Radford Neal: oh, let me take a break from ground-breaking stats work to double the speed of R.

I'm very thankful.

scottfr · on June 23, 2013

Looks great!

One thing R really needs is some sort of dead simple pass-by-reference mechanism for functions. Creating copies object copies every time you call a function on an object is a real performance killer.

_delirium · on June 23, 2013

If a function doesn't modify a passed data frame, R doesn't actually copy it. It's formally pass-by-value, but the implementation uses a copy-on-write approach, so no copy is made when the function only reads the parameter's values. That at least covers the common case of passing a bunch of data to a function that builds a statistical model.

Of course that doesn't help in the case where you do want the called function to modify the data, but in-place rather than by making a copy.

radfordneal · on June 23, 2013

If you look at the "future directions" section of pqR's version of the "R Internals" manual, you'll see a brief mention of a plan to implement "call by name" parameter passing in the style of Algol 60, which should address this issue. Before that happens, however, pqR will improve the tracking of references to reduce the number of unnecessary copies made when parameters are passed by value, which may be more than you realize in past versions of R.

hadley · on June 23, 2013

It was my understanding that R basically already does implement call-by-name - arguments to a function are passed by name and looking up in the calling environment until you first modify them.
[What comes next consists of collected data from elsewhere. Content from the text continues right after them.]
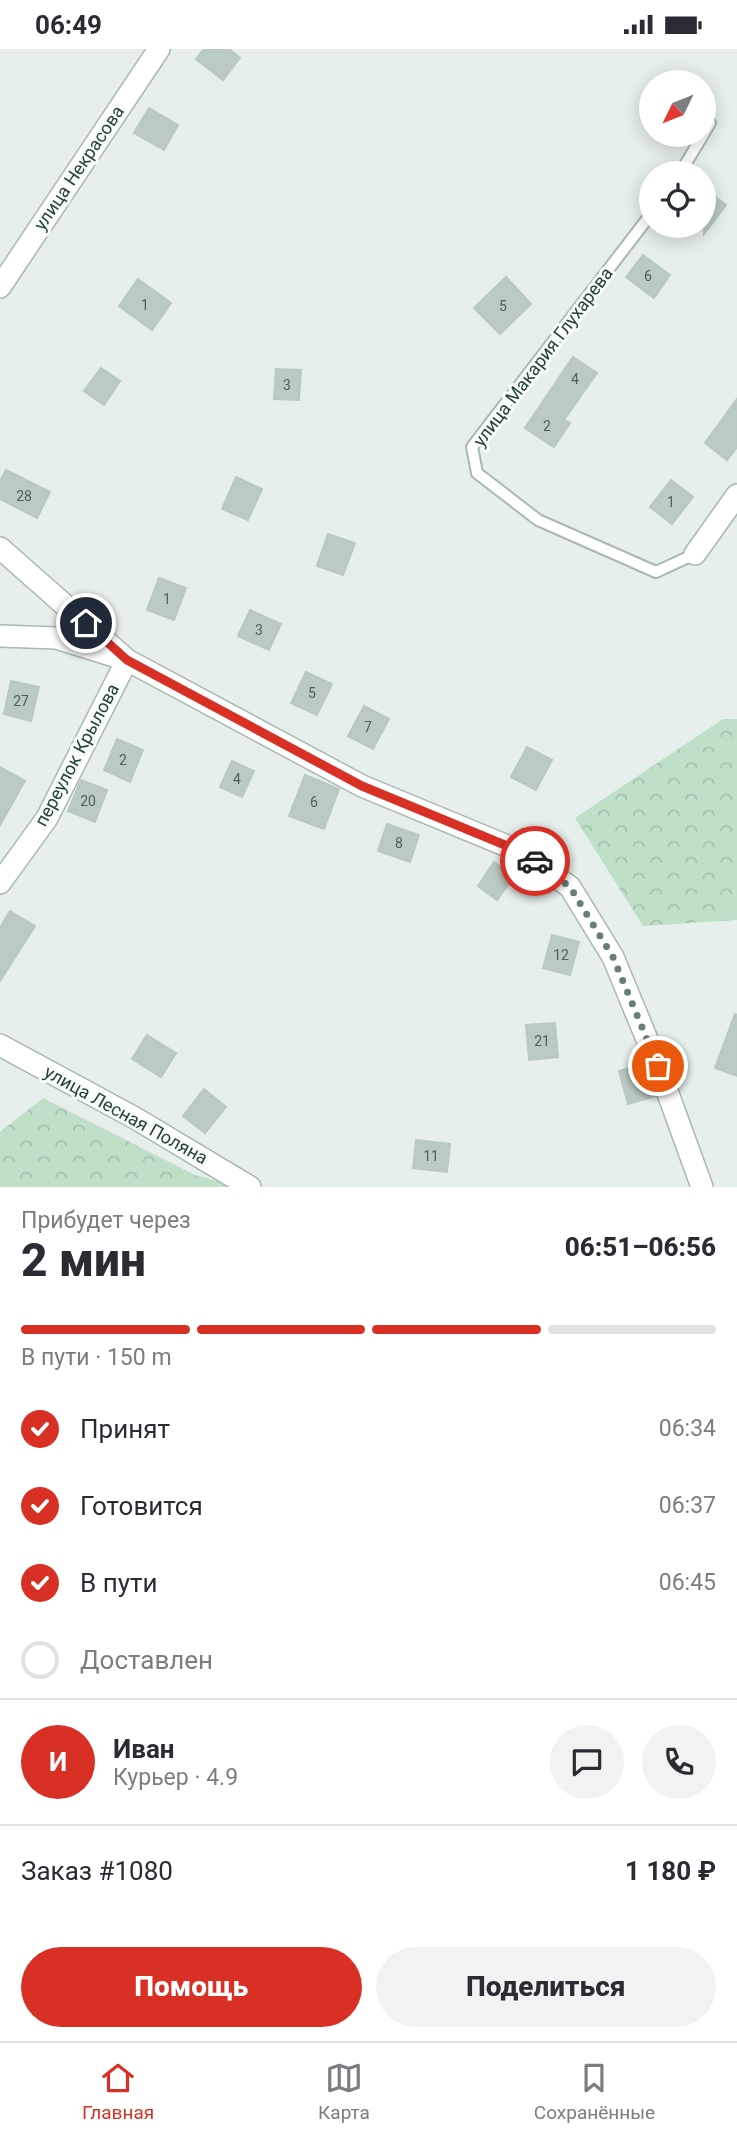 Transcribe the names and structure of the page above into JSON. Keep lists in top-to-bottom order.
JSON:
{
  "streets": {
    "street": ["улица Некрасова", "переулок Крылова", "улица Лесная Поляна"],
    "lane": ["улица Макария Глухарева"]
  },
  "house_numbers": [
    "6",
    "1",
    "5",
    "4",
    "3",
    "2",
    "28",
    "1",
    "1",
    "3",
    "5",
    "27",
    "7",
    "2",
    "4",
    "20",
    "6",
    "8",
    "12",
    "21",
    "11"
  ],
  "north": "bottom left",
  "page": {
    "status": "06:49",
    "heading": ["2 мин", "Прибудет через", "06:51–06:56"],
    "panel": [
      "Иван",
      "Курьер · 4.9",
      "Заказ #1080",
      "1 180 ₽"
    ],
    "bar": "В пути · 150 m",
    "list": [
      ["Принят", "06:34"],
      ["Готовится", "06:37"],
      ["В пути", "06:45"],
      "Доставлен"
    ],
    "round": "И",
    "buttons": ["Помощь", "Поделиться"],
    "tabs": ["Главная", "Карта", "Сохранённые"]
  }
} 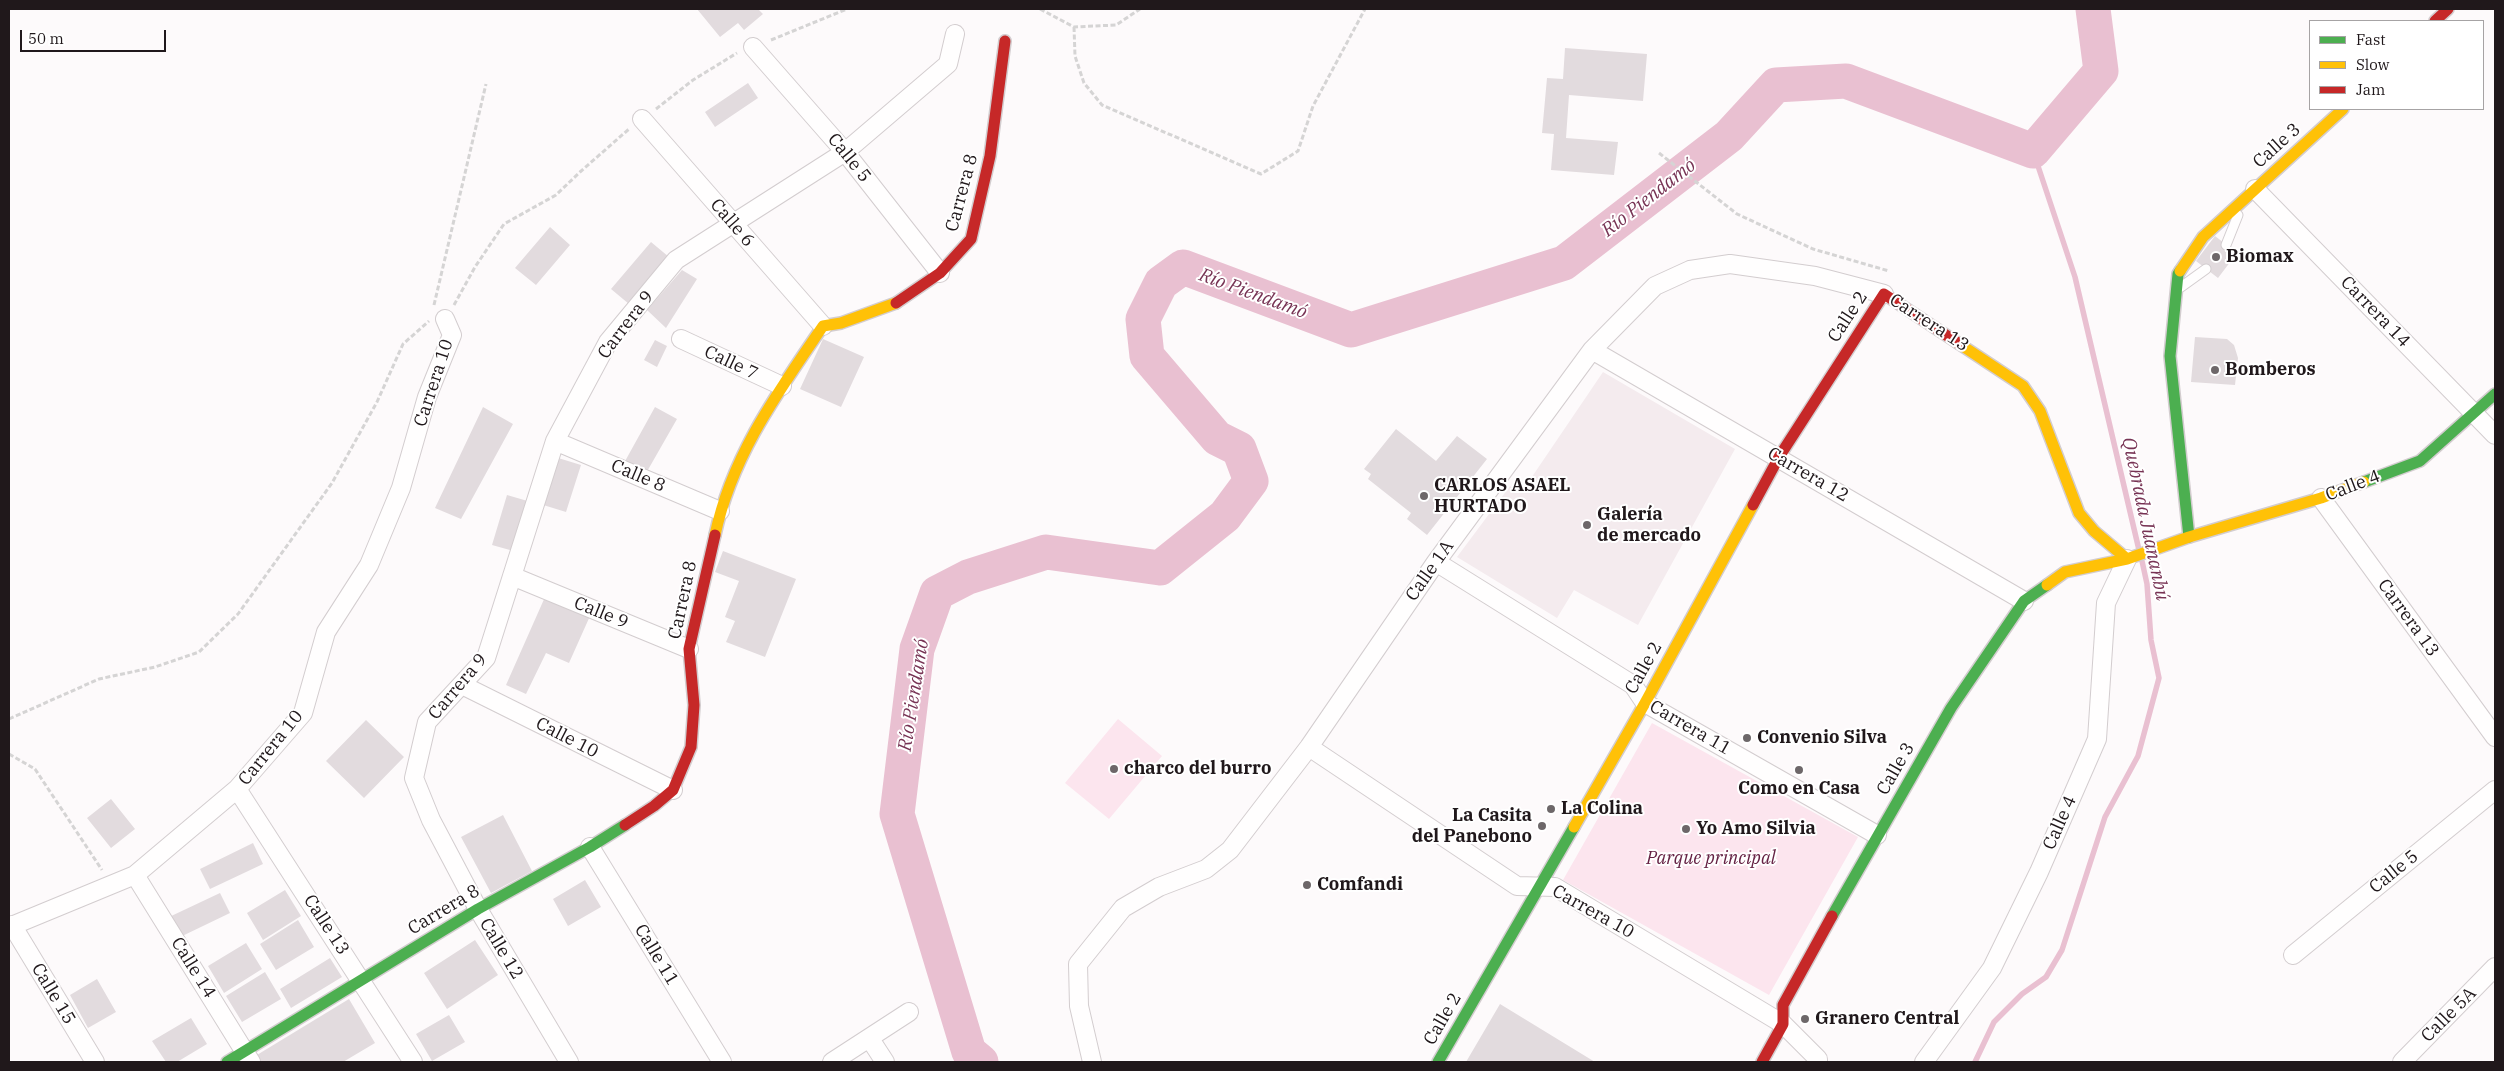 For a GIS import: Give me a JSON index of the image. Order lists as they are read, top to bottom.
{
  "streets": {
    "main road": [
      "Calle 3",
      "Carrera 8",
      "Calle 2",
      "Carrera 13",
      "Calle 4"
    ],
    "street": [
      "Calle 5",
      "Calle 6",
      "Carrera 14",
      "Carrera 9",
      "Calle 7",
      "Carrera 10",
      "Carrera 12",
      "Calle 8",
      "Calle 1A",
      "Calle 9",
      "Carrera 11",
      "Calle 10",
      "Calle 13",
      "Calle 12",
      "Calle 11",
      "Calle 14",
      "Calle 15",
      "Calle 5A"
    ]
  },
  "crossings": [
    ["Calle 3", "Carrera 14"],
    ["Calle 3", "Carrera 13"],
    ["Calle 3", "Carrera 10"],
    ["Calle 3", "Carrera 12"],
    ["Calle 3", "Calle 4"],
    ["Calle 3", "Carrera 11"],
    ["Calle 5", "Carrera 8"],
    ["Calle 5", "Carrera 9"],
    ["Carrera 8", "Calle 6"],
    ["Carrera 8", "Calle 7"],
    ["Carrera 8", "Calle 8"],
    ["Carrera 8", "Calle 9"],
    ["Carrera 8", "Calle 10"],
    ["Carrera 8", "Calle 13"],
    ["Carrera 8", "Calle 12"],
    ["Carrera 8", "Calle 11"],
    ["Carrera 8", "Calle 14"],
    ["Calle 6", "Carrera 9"],
    ["Carrera 14", "Calle 4"],
    ["Calle 2", "Carrera 13"],
    ["Calle 2", "Carrera 10"],
    ["Calle 2", "Carrera 12"],
    ["Calle 2", "Carrera 11"],
    ["Carrera 13", "Carrera 12"],
    ["Carrera 13", "Calle 4"],
    ["Carrera 13", "Calle 1A"],
    ["Carrera 9", "Calle 8"],
    ["Carrera 9", "Calle 9"],
    ["Carrera 9", "Calle 10"],
    ["Carrera 9", "Calle 12"],
    ["Carrera 10", "Calle 1A"],
    ["Carrera 10", "Calle 13"],
    ["Carrera 10", "Calle 14"],
    ["Carrera 10", "Calle 15"],
    ["Carrera 12", "Calle 1A"],
    ["Calle 1A", "Carrera 11"]
  ],
  "water": ["Río Piendamó", "Quebrada Juananbú"],
  "parks": ["Parque principal"],
  "places": [
    "Biomax",
    "Bomberos",
    "CARLOS ASAEL HURTADO",
    "Galería de mercado",
    "Convenio Silva",
    "charco del burro",
    "Como en Casa",
    "La Colina",
    "La Casita del Panebono",
    "Yo Amo Silvia",
    "Comfandi",
    "Granero Central"
  ],
  "legend": ["Fast", "Slow", "Jam"],
  "scale_bar": "50 m"
} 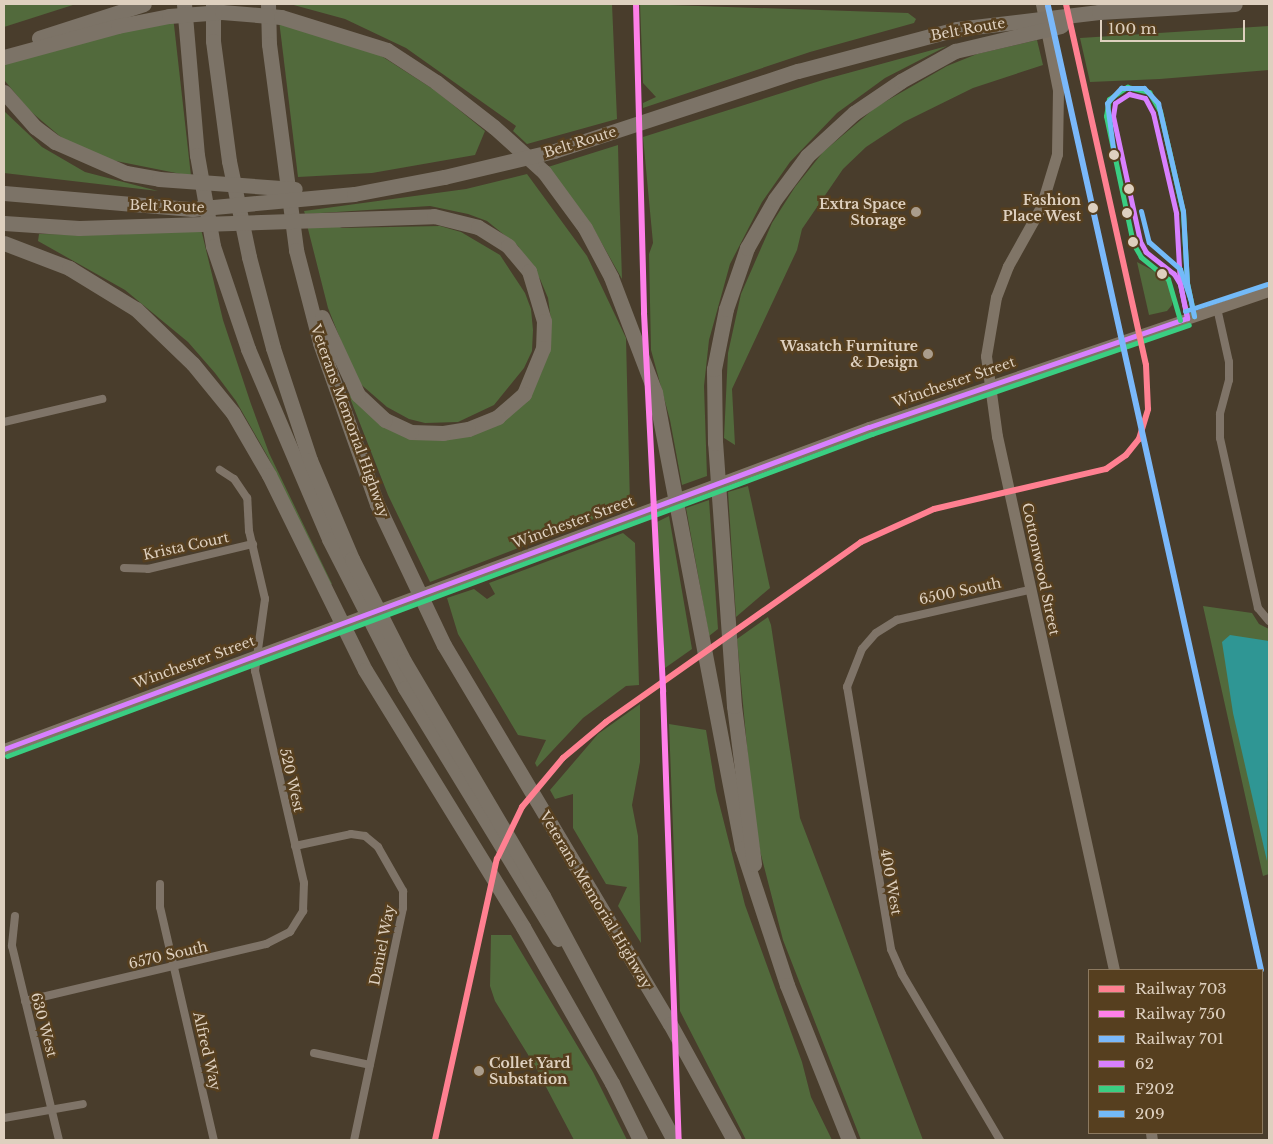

Is my understand incorrect, or do Algol 60's call-by-name semantics mean something different?

radfordneal · on June 23, 2013

Sort of. That's why it shouldn't be too hard a modification to implement. For a call-by-name argument, you just have to evaluate the "promise" every time, rather than just the first time. (Assignment to a call-by-name argument will be a bit trickier, but not impossible.)

nkurz · on June 23, 2013

Is the pqR version of that manual available online?

radfordneal · on June 23, 2013

Yes, it's part of the release, and is also directly linked at radfordneal.github.io/pqR

makeset · on June 23, 2013

How does the "helper threads" mechanism interact with existing code explicitly using multicore operations like mclapply? Inadvertently spawning extra "helper threads" from each of the explicit processes per core would not be pretty.

radfordneal · on June 23, 2013

At present, pqR waits for all helper threads to be idle before doing a fork in the "parallel" package, and disables use of helper threads in the child processes (and temporarily in the parent, since it will wait for the child processes before doing anything more).

makeset · on June 24, 2013

Sounds great, thank you. I'm off to build this thing.

urlwolf · on June 23, 2013

Would this work with StatET?

perlgeek · on June 23, 2013

Are there any plans to merge that back into the main R implementation? And if not, what are the reasons for keeping a separate fork? backwards compatibility?

ehsanu1 · on June 23, 2013

Off topic:

Maybe it's just me, but the log scale for the relative program times is pretty confusing. While it probably makes the improvement more obvious, it doesn't help me understand the actual magnitude of improvement visually, without having to look at the scale and figure out the actual numbers.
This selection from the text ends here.